INFORMATION »
* * * * * * * * *
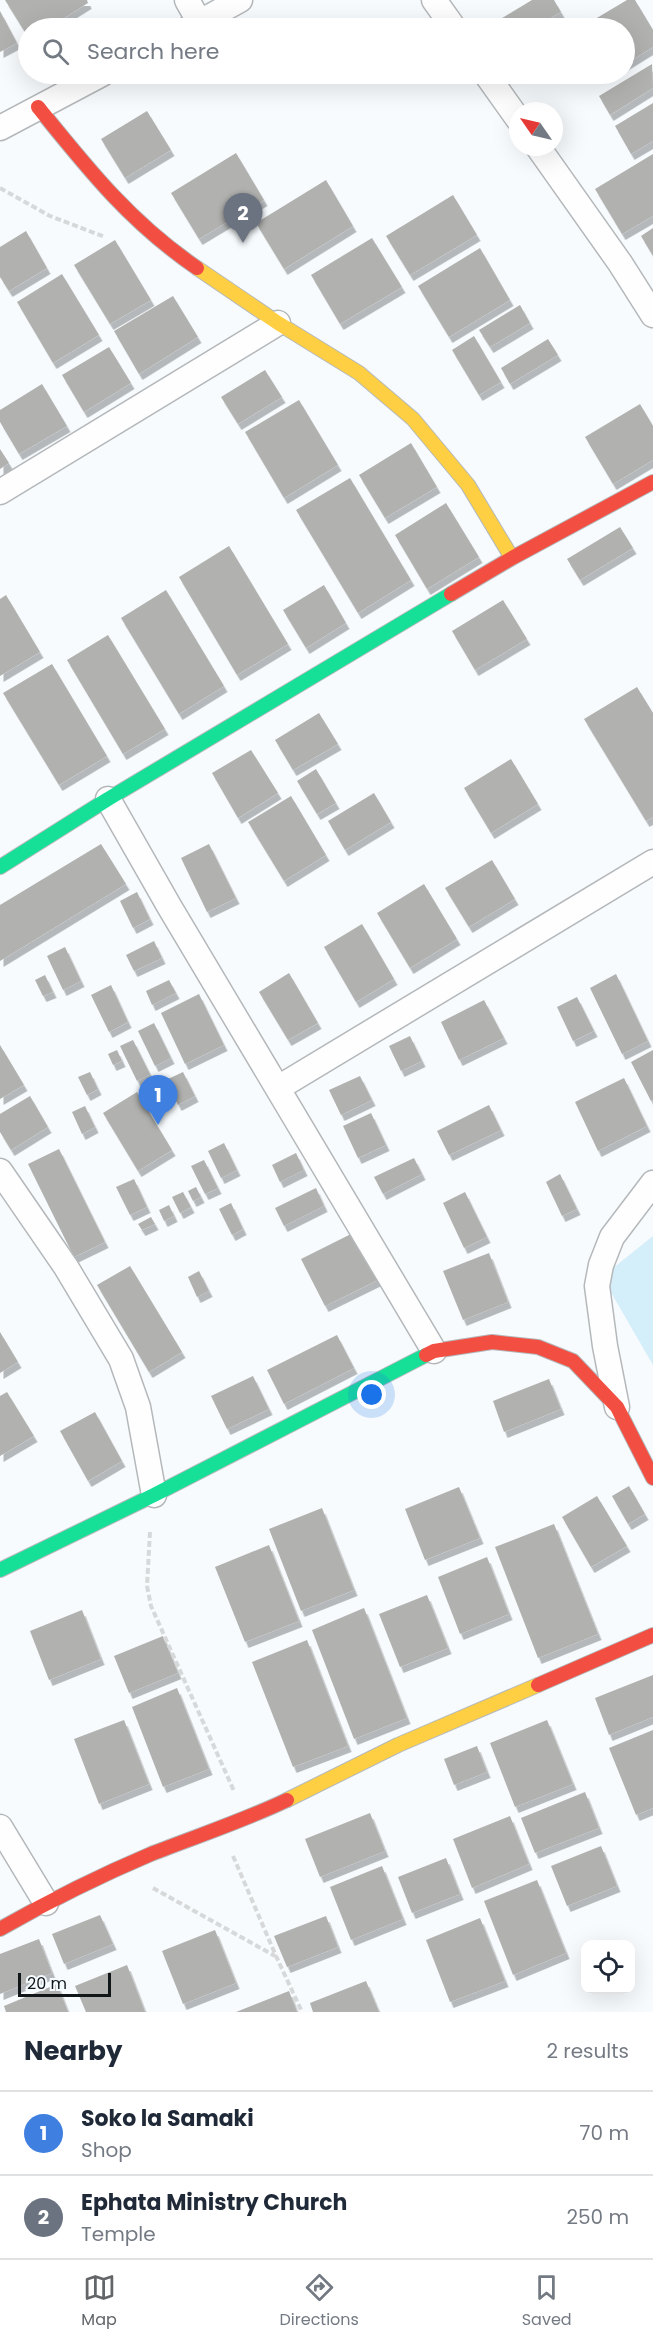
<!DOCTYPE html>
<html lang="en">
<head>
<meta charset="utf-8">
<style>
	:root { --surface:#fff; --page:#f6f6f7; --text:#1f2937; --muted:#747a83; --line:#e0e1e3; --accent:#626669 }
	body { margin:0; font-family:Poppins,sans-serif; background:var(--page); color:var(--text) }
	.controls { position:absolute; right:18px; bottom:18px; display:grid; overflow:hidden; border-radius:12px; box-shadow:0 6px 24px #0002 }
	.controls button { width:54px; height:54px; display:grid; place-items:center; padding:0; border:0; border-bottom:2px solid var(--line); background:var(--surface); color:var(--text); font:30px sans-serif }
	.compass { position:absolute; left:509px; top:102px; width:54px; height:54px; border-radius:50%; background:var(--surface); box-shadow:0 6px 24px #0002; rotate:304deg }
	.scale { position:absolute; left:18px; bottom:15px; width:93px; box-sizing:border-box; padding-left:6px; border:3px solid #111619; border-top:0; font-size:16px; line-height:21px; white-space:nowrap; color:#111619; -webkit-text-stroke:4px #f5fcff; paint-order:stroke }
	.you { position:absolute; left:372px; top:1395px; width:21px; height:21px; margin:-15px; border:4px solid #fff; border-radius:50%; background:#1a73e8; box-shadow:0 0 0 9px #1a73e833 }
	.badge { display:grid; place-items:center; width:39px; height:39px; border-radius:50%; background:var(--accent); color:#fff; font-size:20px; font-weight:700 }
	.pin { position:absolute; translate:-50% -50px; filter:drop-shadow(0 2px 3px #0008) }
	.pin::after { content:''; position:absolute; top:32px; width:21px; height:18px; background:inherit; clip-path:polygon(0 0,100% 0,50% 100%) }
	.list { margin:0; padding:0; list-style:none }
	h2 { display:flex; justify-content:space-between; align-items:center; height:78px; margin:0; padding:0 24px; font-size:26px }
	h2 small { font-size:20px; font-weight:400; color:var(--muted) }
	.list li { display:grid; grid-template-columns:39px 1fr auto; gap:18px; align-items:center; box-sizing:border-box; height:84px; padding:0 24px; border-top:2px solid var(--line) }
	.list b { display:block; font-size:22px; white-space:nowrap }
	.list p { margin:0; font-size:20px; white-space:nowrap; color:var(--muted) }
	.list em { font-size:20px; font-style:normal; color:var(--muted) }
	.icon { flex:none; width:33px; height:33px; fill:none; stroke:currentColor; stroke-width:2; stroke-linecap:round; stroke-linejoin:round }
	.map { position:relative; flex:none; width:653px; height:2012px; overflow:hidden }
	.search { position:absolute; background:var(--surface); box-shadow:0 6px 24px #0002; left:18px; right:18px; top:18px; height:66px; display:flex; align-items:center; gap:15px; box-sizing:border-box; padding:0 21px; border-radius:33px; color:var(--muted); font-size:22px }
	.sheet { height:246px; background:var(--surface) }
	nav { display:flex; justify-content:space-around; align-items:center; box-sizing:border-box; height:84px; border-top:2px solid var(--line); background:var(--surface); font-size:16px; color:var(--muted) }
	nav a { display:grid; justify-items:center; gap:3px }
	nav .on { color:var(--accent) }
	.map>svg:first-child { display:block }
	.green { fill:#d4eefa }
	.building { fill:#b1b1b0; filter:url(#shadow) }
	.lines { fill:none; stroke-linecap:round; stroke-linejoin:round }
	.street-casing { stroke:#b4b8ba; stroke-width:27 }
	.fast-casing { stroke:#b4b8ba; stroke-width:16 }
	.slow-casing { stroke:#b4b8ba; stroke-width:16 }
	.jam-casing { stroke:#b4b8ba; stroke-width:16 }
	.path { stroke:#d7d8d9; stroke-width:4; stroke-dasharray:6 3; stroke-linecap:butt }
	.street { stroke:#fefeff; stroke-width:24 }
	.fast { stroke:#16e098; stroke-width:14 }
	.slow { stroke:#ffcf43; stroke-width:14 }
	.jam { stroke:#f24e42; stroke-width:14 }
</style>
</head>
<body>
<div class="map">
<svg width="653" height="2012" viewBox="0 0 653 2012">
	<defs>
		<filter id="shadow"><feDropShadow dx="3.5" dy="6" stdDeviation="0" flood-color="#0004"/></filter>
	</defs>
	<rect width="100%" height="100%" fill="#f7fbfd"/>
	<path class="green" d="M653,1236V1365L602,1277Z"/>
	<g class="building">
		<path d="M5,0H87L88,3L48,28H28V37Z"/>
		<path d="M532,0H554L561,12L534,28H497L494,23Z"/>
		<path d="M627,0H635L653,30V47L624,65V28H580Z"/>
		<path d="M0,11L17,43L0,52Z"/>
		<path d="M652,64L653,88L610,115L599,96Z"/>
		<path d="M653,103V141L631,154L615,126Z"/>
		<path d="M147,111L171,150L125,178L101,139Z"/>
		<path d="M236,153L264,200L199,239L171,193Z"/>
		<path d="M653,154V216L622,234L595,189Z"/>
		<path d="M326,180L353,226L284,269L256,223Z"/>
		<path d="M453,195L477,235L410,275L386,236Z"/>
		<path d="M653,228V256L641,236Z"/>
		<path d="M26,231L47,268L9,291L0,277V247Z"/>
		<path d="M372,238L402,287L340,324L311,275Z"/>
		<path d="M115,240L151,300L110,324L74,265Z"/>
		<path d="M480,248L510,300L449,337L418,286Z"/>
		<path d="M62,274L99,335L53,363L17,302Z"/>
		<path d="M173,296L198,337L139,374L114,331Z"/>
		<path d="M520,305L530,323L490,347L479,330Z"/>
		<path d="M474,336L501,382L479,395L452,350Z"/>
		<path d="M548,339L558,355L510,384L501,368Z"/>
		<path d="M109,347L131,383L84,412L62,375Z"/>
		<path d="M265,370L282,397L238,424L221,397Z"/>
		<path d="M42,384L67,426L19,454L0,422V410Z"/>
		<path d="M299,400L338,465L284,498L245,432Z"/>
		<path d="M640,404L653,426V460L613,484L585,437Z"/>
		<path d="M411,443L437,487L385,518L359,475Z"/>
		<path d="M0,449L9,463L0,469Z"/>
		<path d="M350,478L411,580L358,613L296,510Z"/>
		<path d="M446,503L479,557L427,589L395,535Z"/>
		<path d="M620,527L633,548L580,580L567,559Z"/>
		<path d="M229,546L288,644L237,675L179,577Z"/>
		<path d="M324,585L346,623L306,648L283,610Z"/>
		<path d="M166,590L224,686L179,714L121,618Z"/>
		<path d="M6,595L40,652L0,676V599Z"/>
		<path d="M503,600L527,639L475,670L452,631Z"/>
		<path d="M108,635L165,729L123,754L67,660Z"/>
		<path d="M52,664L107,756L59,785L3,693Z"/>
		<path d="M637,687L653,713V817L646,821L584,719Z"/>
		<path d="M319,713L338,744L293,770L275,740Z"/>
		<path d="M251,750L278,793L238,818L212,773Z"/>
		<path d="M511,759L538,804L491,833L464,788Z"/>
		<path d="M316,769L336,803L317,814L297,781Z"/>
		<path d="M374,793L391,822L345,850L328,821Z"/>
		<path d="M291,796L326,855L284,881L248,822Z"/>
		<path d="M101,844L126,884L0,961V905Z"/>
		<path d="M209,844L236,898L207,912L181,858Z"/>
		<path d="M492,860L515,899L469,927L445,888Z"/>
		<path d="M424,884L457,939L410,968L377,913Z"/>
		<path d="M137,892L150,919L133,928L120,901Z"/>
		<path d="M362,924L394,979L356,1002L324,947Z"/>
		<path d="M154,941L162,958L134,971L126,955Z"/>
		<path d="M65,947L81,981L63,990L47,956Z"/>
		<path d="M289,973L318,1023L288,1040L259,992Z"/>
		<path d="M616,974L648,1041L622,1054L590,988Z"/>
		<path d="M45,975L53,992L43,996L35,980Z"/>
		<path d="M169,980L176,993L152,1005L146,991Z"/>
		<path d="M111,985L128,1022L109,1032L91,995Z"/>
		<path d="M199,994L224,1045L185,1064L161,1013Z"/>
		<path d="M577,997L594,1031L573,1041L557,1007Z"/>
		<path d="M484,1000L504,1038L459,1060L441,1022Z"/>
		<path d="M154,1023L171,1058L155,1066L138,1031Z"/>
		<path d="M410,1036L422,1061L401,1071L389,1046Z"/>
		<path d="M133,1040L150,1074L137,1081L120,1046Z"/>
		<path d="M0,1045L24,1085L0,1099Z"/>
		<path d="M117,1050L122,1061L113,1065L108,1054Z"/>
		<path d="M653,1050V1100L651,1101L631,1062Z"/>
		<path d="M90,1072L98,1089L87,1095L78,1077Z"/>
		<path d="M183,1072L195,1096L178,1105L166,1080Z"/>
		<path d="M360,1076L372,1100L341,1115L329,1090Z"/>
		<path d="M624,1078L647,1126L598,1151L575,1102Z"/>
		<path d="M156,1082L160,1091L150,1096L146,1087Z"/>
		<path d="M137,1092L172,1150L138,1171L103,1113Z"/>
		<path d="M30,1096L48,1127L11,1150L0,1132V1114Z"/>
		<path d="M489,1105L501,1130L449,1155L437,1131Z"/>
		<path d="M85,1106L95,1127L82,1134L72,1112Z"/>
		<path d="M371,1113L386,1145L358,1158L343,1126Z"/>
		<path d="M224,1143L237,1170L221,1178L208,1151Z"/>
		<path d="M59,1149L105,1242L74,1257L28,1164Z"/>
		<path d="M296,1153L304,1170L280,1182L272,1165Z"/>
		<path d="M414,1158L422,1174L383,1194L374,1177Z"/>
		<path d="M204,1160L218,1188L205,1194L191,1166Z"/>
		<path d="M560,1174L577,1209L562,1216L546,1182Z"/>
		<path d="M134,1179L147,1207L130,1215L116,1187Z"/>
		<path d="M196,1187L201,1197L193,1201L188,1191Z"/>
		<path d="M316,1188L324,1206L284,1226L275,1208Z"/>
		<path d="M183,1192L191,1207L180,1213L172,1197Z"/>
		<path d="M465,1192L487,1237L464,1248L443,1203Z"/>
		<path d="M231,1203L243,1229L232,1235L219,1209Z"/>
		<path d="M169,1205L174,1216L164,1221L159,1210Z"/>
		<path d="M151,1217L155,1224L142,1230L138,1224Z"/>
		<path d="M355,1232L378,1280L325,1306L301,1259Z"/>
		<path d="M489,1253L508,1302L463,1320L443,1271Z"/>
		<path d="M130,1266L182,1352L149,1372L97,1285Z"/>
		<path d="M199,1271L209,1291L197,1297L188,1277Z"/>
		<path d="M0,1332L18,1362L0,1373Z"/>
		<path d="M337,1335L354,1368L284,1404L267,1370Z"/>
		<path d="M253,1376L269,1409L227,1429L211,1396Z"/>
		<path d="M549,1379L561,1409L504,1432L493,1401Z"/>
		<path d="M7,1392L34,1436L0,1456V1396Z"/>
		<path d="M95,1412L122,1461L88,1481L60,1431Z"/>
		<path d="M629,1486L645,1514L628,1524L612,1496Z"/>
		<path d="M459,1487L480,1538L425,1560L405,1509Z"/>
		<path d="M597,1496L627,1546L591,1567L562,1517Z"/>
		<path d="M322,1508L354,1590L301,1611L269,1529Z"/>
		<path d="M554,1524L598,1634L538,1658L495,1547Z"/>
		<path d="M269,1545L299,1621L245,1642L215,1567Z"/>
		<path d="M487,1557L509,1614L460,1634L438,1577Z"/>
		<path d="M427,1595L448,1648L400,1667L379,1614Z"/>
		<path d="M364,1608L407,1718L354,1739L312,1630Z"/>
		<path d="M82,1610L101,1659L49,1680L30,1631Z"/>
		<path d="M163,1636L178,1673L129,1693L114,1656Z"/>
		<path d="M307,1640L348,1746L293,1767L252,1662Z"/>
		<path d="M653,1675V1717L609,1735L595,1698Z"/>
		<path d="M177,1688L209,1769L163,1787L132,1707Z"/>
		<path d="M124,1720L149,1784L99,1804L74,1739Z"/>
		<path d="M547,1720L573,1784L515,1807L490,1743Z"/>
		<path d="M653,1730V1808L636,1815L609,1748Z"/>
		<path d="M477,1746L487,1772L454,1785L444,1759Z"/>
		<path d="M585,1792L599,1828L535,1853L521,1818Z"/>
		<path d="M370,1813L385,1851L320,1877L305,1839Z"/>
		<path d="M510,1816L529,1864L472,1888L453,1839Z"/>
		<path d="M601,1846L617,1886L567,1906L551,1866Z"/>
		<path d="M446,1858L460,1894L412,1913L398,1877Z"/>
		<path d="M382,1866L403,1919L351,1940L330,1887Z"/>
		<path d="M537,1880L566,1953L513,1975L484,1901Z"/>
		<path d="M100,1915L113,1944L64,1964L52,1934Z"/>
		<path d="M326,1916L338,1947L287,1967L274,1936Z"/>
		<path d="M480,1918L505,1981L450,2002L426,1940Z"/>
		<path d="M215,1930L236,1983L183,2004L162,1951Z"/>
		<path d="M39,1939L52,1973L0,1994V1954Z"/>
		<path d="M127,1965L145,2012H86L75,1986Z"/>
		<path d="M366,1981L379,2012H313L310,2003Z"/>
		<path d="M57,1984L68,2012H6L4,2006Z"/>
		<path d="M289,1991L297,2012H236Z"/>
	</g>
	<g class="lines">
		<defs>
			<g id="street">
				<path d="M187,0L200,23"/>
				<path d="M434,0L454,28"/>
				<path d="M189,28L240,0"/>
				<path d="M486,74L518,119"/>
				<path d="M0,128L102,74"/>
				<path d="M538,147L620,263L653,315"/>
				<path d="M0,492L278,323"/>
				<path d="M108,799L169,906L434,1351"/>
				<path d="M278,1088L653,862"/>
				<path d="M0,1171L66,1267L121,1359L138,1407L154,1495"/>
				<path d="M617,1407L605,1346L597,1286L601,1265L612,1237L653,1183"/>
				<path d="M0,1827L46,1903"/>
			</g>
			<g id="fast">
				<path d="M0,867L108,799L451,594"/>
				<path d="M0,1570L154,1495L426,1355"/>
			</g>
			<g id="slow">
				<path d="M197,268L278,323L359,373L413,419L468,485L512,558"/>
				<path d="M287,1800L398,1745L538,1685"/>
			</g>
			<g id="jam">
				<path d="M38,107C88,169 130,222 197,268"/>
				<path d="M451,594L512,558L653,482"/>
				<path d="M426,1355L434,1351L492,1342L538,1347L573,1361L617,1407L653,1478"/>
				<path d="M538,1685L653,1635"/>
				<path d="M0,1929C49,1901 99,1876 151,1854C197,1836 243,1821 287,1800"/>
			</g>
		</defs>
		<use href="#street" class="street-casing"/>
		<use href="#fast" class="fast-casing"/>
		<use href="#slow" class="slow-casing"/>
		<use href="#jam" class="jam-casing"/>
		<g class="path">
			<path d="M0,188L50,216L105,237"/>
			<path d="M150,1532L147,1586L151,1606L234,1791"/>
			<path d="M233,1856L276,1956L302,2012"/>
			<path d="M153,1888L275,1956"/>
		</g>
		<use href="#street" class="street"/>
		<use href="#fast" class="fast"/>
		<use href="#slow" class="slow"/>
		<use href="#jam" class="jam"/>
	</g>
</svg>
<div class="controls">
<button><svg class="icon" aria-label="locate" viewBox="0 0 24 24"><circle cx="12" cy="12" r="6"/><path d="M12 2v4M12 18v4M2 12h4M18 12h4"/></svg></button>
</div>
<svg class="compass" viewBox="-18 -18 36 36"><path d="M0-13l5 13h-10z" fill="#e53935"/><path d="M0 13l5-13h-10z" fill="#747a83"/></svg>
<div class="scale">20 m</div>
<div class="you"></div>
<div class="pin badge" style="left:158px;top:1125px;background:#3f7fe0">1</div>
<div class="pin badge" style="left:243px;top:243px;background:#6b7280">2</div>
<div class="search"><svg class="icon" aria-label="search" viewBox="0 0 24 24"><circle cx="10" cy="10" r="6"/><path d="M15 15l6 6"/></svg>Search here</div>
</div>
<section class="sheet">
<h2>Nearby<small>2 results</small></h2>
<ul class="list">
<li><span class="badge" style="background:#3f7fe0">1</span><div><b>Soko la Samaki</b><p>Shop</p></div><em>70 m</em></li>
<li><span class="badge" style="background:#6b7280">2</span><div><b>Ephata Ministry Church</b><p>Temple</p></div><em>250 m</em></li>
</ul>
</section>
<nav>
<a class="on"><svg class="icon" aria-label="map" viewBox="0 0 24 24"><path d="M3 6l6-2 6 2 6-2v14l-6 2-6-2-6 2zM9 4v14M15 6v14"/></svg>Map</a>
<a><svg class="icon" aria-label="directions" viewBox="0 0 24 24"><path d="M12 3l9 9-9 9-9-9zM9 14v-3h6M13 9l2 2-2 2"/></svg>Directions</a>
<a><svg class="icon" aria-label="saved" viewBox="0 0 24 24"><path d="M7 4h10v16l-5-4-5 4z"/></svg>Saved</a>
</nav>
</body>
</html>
* * * * * * * * *
Which lines above hold the string "body"? Please copy all of them.

TASK RESPONSE »
	body { margin:0; font-family:Poppins,sans-serif; background:var(--page); color:var(--text) }
<body>
</body>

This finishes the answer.